IPP’s liquidators had sued Dr Goh for US$156 million (S$209 million) in losses, alleging negligence in overseeing the company’s operations, which led to its engagement in fraudulent activities.
The claimed losses included US$146 million from cargo trading operations and US$10.5 million from bunkering operations, drawn at a time when IPP was reportedly in a state of balance-sheet insolvency.
In his brief ruling statement issued on 24 January, Justice Abdullah emphasized the responsibilities of a director. He stated, ‘The obligation is to monitor the affairs of the corporation.
This entails, among other things, at least a broad level of supervision of the activities of the officers of the corporation, for the protection of the company, its shareholders, and creditors.’
Justice Abdullah noted that while directors are not expected to manage daily operations or scrutinize every minor detail, they must maintain an active role in oversight.
The judge critically observed, “The defendant in his specific circumstances owed the duty to be fully apprised of the affairs of the company, especially those relating to its profitability or otherwise. That thus entailed a need for him to be aware of and to monitor all the activities, including the cargo trading business.”
He further added, “Not all details need be known by the director, but what was in issue here went beyond the level of day-to-day detail. The cargo trading business was a significant portion of the activity of the company. The evidence showed a lack of knowledge by the defendant of this activity.”
Justice Abdullah concluded that Dr Goh’s lack of diligence and oversight significantly contributed to the financial losses.
He noted, “Loss was caused to IPP through the transactions and drawdowns which should not have been carried out and would not have been had Goh performed his duties as a director.”
Addressing Dr Goh’s defence regarding the adequacy of information provided within the company, Justice Abdullah stated, “The information was insufficient to address or dispel the significant financial concerns that arose. An honest and reasonably diligent director would have conducted a more thorough investigation into these matters.”
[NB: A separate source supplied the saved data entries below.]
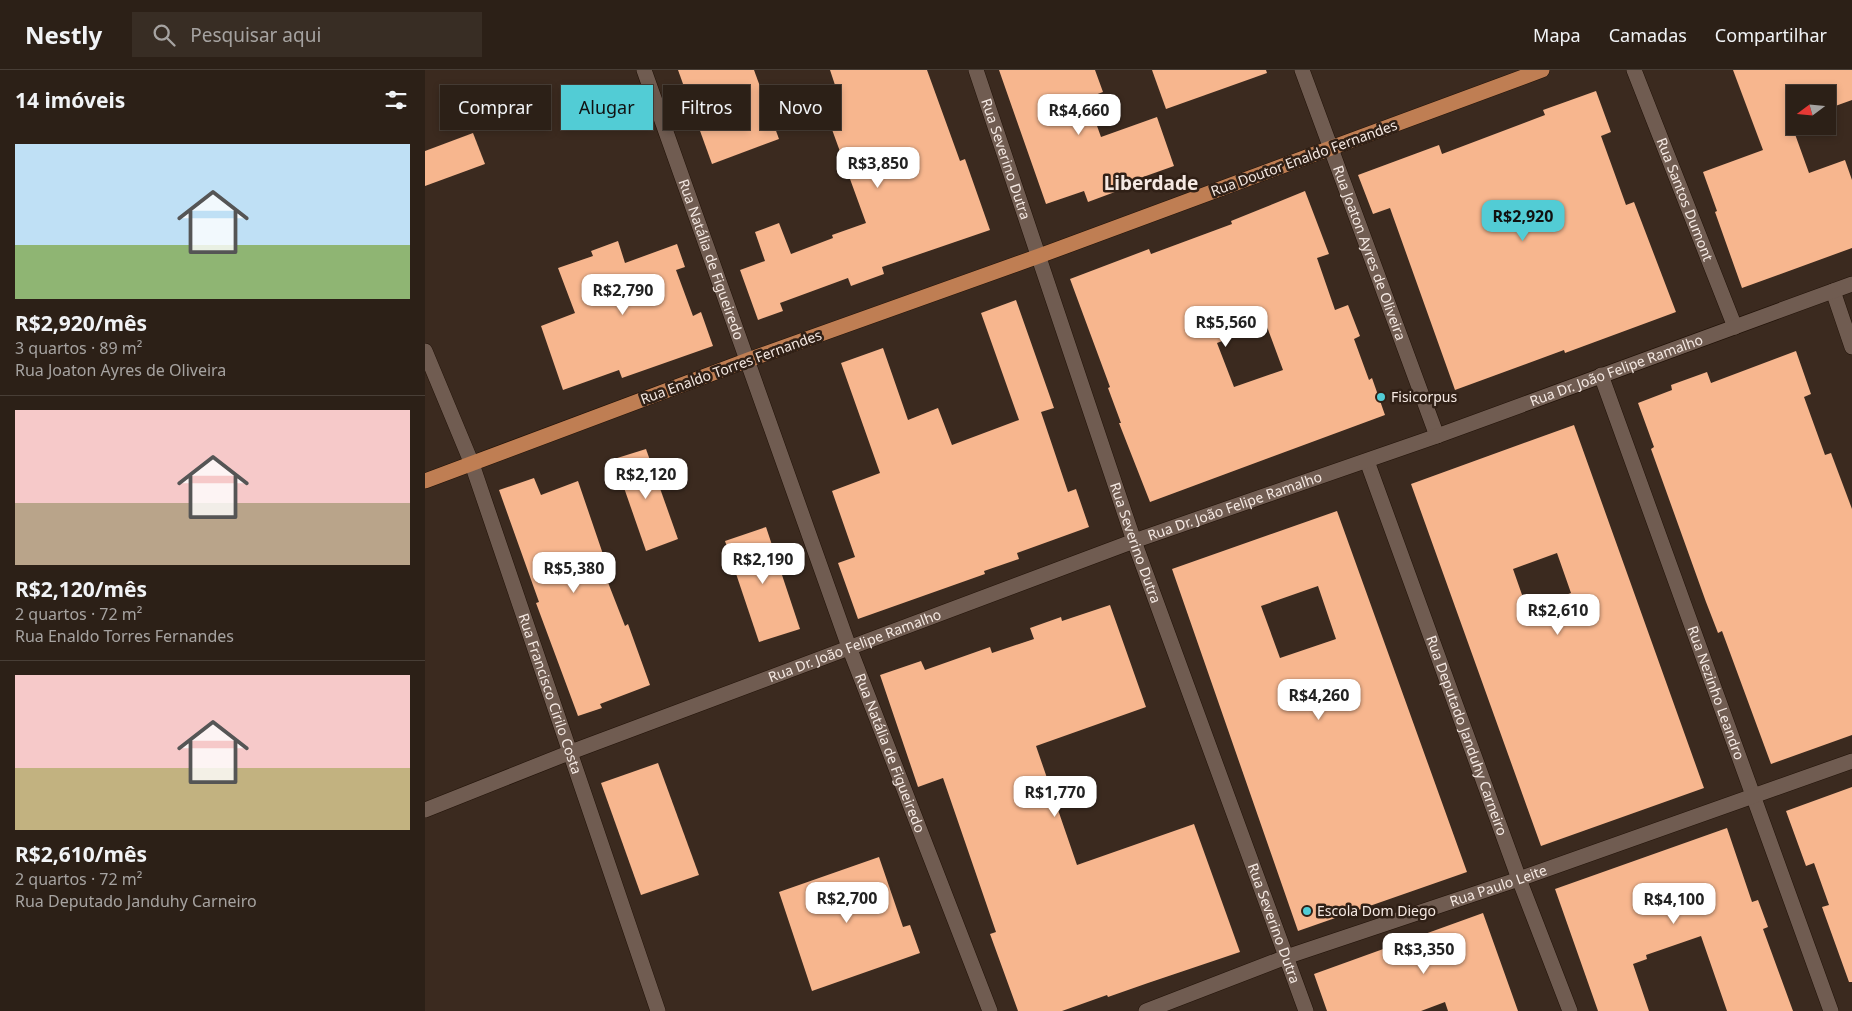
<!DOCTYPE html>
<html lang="pt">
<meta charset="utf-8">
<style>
body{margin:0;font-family:"Noto Sans",sans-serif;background:#382d24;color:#f1f3f6;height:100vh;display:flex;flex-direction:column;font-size:19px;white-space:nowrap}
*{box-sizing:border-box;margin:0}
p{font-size:16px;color:#a6a3a1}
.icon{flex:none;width:28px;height:28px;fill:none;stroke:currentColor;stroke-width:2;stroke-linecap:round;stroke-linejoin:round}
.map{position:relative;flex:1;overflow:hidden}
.drawer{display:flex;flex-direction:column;background:#2c2017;width:425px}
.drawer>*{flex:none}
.banner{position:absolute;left:15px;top:15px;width:475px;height:45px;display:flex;gap:10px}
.needle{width:32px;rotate:254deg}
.buttons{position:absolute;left:1361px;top:15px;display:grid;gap:10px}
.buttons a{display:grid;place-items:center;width:50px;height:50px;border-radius:0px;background:#2c2017;box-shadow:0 2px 8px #0003,0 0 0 1px #483e36;font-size:25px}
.price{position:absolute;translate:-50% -42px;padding:0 11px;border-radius:10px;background:#fff;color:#222;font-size:16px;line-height:32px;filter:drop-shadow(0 1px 2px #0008)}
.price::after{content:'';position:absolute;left:50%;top:30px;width:15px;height:11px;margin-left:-8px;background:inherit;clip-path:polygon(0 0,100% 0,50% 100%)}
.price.current{background:#52ccd5;color:#111}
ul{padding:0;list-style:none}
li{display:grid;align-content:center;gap:10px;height:265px;padding:0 15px}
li+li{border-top:1px solid #483e36}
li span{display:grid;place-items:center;height:155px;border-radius:0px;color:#555}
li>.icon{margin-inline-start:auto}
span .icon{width:90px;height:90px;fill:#fffc;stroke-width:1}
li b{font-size:21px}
h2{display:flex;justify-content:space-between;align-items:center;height:60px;padding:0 15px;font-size:21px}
.chip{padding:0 18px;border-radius:0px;background:#2c2017;box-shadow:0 2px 8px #0003,0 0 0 1px #483e36;font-size:18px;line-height:45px}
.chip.current{background:#52ccd5;color:#111}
header{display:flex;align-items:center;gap:30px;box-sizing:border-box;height:70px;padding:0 25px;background:#2c2017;border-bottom:1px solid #483e36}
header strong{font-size:24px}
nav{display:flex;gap:28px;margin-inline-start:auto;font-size:18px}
.search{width:350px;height:45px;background:#382d24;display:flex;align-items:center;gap:12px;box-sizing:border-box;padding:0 18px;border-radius:0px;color:#a6a3a1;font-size:19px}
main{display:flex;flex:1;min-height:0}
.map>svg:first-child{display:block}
.building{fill:#f7b68e;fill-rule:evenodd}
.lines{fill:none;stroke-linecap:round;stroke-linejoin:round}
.minor-casing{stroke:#211208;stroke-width:16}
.major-casing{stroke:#211208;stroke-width:16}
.minor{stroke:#705c51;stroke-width:15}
.major{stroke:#bf7e53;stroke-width:15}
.poi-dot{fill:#52ccd5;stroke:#302016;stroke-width:2}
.labels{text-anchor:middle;stroke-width:5;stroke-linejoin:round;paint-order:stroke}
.street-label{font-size:14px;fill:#f5e9e3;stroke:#302016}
.poi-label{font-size:14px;fill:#f5e9e3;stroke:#302016;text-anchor:start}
.district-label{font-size:19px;font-weight:bold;fill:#f5e9e3;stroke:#302016}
</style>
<header>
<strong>Nestly</strong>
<div class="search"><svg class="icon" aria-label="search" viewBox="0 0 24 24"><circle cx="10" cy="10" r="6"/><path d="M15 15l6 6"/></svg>Pesquisar aqui</div>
<nav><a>Mapa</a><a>Camadas</a><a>Compartilhar</a></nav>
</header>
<main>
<section class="drawer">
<h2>14 imóveis<svg class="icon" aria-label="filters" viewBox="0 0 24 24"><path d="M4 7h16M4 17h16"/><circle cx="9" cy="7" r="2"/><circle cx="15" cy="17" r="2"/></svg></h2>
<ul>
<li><span style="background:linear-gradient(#bfe0f5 65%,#8fb573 0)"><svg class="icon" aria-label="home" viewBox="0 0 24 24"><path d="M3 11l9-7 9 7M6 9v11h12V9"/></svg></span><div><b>R$2,920/mês</b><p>3 quartos · 89 m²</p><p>Rua Joaton Ayres de Oliveira</p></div></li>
<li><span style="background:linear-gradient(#f6c9c9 60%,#b9a48a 0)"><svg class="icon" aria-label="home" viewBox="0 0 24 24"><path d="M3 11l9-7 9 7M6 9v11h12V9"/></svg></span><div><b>R$2,120/mês</b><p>2 quartos · 72 m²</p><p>Rua Enaldo Torres Fernandes</p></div></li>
<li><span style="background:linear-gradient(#f6c9c9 60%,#c2b280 0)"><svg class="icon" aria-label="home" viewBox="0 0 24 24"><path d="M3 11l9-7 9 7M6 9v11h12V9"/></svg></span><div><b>R$2,610/mês</b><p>2 quartos · 72 m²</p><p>Rua Deputado Janduhy Carneiro</p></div></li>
</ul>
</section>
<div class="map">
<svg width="1427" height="941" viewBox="0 0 1427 941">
<rect width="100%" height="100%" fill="#3b2a1f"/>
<g class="building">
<polygon points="253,0 329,0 354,69 287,94"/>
<polygon points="405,0 502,0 535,91 540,89 565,160 457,197 459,204 426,216 423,208 355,233 358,241 333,250 315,200 340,191 330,162 354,153 366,184 408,168 407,165 441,153 393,21 410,15"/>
<polygon points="574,0 670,0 678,22 662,28 676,67 732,47 749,96 704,112 706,116 663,132 659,121 621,134"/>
<polygon points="727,0 841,0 842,3 741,39"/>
<polygon points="1308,0 1427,0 1427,30 1402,39 1402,24 1370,24 1370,51 1366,53 1384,103 1420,90 1427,110 1427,178 1317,218 1290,142 1292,141 1278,102 1338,80"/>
<polygon points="1171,21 1186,62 1176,66 1201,135 1209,132 1251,242 1140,283 1139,280 1030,320 965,138 948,144 933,105 1014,75 1017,84 1120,45 1118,40"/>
<polygon points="48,63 60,94 0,116 0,81"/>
<path d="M880,121L904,184L892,188L910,240L923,235L935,266L929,269L944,310L947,308L960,345L725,432L694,353H696L683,318L685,317L645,209L724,179L726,184L807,154L806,151ZM841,254L858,300L809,317L792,273Z"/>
<polygon points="193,171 200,193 252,174 260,197 251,200 268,246 276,242 288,276 197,308 194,300 138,320 116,256 150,243 133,198 168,186 166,181"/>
<polygon points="591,230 629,338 616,342 643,422 651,419 664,457 592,483 594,489 559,501 560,504 433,549 413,493 430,487 407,421 455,403 416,293 458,278 483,350 513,338 527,375 594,350 556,243"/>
<polygon points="1371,281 1386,324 1379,327 1400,385 1406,383 1427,439 1427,665 1346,694 1297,561 1293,563 1281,532 1226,379 1229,377 1213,333 1247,320 1246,315 1282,302 1286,313"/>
<path d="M1149,355L1279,718L1116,776L986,414ZM1132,483L1146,523L1102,539L1088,499Z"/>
<polygon points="221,379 253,469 221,481 189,389"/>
<polygon points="109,408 116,425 153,411 180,490 175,492 200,556 203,554 225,615 175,634 177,638 153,646 111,533 114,532 74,420"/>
<path d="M912,441L1042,802L873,861L747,499ZM893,516L911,569L855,588L836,536Z"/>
<polygon points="341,457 375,559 334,572 300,471"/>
<polygon points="685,535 721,637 611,676 652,795 769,754 815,882 723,913 683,927 682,925 637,941 593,941 565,864 571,862 518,708 493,717 455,605 496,591 500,600 565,577 567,583 609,569 605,558 636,547 637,551"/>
<polygon points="233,693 274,805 216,825 176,713"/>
<polygon points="1427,717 1427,912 1424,912 1397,837 1404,835 1389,793 1381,796 1361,741"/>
<polygon points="1302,758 1327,832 1333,830 1343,857 1338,859 1368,941 1302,941 1276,866 1221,885 1222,889 1208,894 1224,941 1173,941 1130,819"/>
<polygon points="454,787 478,857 485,855 495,883 387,921 354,822"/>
<polygon points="1058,843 1093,941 1023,941 1020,932 996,941 902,941 889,904"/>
</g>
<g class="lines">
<g class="minor-casing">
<g id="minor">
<path id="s1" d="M219,0L424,577L565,941"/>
<path id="s2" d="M551,0L709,471L881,941"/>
<path id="s3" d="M877,0L1012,366"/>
<path id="s4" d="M1209,0L1310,257"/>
<polyline points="1408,221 1427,277"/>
<path id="s5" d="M0,281L47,394L233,941"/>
<path id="s6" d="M1176,305L1406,941"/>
<path id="s7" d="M942,391L1094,809L1145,941"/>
<path id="s8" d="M0,740L146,682L709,471L1012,366L1427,214"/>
<path id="s9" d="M721,941L861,887L1094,809L1427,691"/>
</g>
</g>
<g class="major-casing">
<polyline id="major" points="0,411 323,290 614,186 1117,0"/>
</g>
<use href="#minor" class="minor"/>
<use href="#major" class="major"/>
</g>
<g class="poi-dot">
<circle cx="956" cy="327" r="5"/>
<circle cx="882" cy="841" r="5"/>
</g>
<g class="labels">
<g class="street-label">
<text transform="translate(879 88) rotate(-20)" y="5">Rua Doutor Enaldo Fernandes</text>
<text dy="5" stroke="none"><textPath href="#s2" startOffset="94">Rua Severino Dutra</textPath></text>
<text dy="5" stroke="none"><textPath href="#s4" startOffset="139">Rua Santos Dumont</textPath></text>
<text dy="5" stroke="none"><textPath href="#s3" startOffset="195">Rua Joaton Ayres de Oliveira</textPath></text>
<text dy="5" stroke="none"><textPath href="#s1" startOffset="201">Rua Natália de Figueiredo</textPath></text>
<text transform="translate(306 297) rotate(-20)" y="5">Rua Enaldo Torres Fernandes</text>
<text dy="5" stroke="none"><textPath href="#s8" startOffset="1270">Rua Dr. João Felipe Ramalho</textPath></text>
<text dy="5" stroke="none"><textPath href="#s8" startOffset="865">Rua Dr. João Felipe Ramalho</textPath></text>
<text dy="5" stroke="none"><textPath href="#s2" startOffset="499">Rua Severino Dutra</textPath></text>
<text dy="5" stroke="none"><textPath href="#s8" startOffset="460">Rua Dr. João Felipe Ramalho</textPath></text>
<text dy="5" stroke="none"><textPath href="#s6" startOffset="338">Rua Nezinho Leandro</textPath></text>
<text dy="5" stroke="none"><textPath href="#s5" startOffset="365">Rua Francisco Cirilo Costa</textPath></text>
<text dy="5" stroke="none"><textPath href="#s7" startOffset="292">Rua Deputado Janduhy Carneiro</textPath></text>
<text dy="5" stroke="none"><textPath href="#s1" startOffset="726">Rua Natália de Figueiredo</textPath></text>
<text dy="5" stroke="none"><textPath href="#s9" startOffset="374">Rua Paulo Leite</textPath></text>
<text dy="5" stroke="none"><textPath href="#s2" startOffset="904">Rua Severino Dutra</textPath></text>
</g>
<g class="poi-label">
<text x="966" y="332">Fisicorpus</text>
<text x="892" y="846">Escola Dom Diego</text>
</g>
<g class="district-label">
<text x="726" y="120">Liberdade</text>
</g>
</g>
</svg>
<div class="buttons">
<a><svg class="needle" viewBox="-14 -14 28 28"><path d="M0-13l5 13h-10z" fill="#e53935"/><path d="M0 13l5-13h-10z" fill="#a6a3a1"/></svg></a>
</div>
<b class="price" style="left:654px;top:66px">R$4,660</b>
<b class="price" style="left:453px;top:119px">R$3,850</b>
<b class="price current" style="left:1098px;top:172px">R$2,920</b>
<b class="price" style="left:198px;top:246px">R$2,790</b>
<b class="price" style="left:801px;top:278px">R$5,560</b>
<b class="price" style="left:221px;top:430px">R$2,120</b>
<b class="price" style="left:338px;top:515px">R$2,190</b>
<b class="price" style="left:149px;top:524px">R$5,380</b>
<b class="price" style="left:1133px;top:566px">R$2,610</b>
<b class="price" style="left:894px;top:651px">R$4,260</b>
<b class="price" style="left:630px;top:748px">R$1,770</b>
<b class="price" style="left:422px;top:854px">R$2,700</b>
<b class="price" style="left:1249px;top:855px">R$4,100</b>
<b class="price" style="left:999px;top:905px">R$3,350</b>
<div class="banner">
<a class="chip">Comprar</a>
<a class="chip current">Alugar</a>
<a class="chip">Filtros</a>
<a class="chip">Novo</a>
</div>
</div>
</main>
Between 2017 and August 2019, Dr Goh held 36 concurrent directorships. In 2020, he stepped down as the non-independent, non-executive chairman of New Silkroutes Group, a healthcare and energy firm, and resigned as an independent director of Cordlife Group, a cord-blood banking firm.
The judge established that Goh is liable for the significant financial losses suffered by the company.
Justice Abdullah affirmed that due to Goh’s failure to act upon several red flags which emerged as early as 7 February 2018, he should bear responsibility for the entire loss incurred during the period of June to July 2019.
This loss amounts to a staggering US$146,047,099.60, along with the interest claimed on the relevant facilities, as outlined in the statement of claim.
Furthermore, Justice Abdullah dismissed Dr Goh’s argument about the banks’ alleged breach of duty as speculative and irrelevant to his liability.
He agreed with IPP that Goh breached his fiduciary duty to the company by failing to consider the interests of its creditors. This duty arises not only when a company is insolvent but also when it is in a precarious financial state, which was evidently the case by June 2019.
However, Justice Abdullah did not fully accept IPP’s claim for a specific loss of $10,508,238.71, citing a lack of sufficient evidence linking this loss directly to Dr Goh’s breach of duty.
In terms of relief under section 391 of the Companies Act, Justice Abdullah stated, “The provision requires that it appears to the court that the person had acted honestly and reasonably, and that the person ought to fairly be excused from negligence or breach. At the very least, the circumstances precluded the conclusion that the defendant had acted reasonably.”
A further hearing is scheduled to provide additional directions, including for cost submissions and to address any applications arising from this decision.
Dr Goh is also facing 39 charges under the Securities and Futures Act. Allegations against Dr Goh include manipulating the price of New Silkroutes’ securities on 31 trading days from February 2018 to August 2018.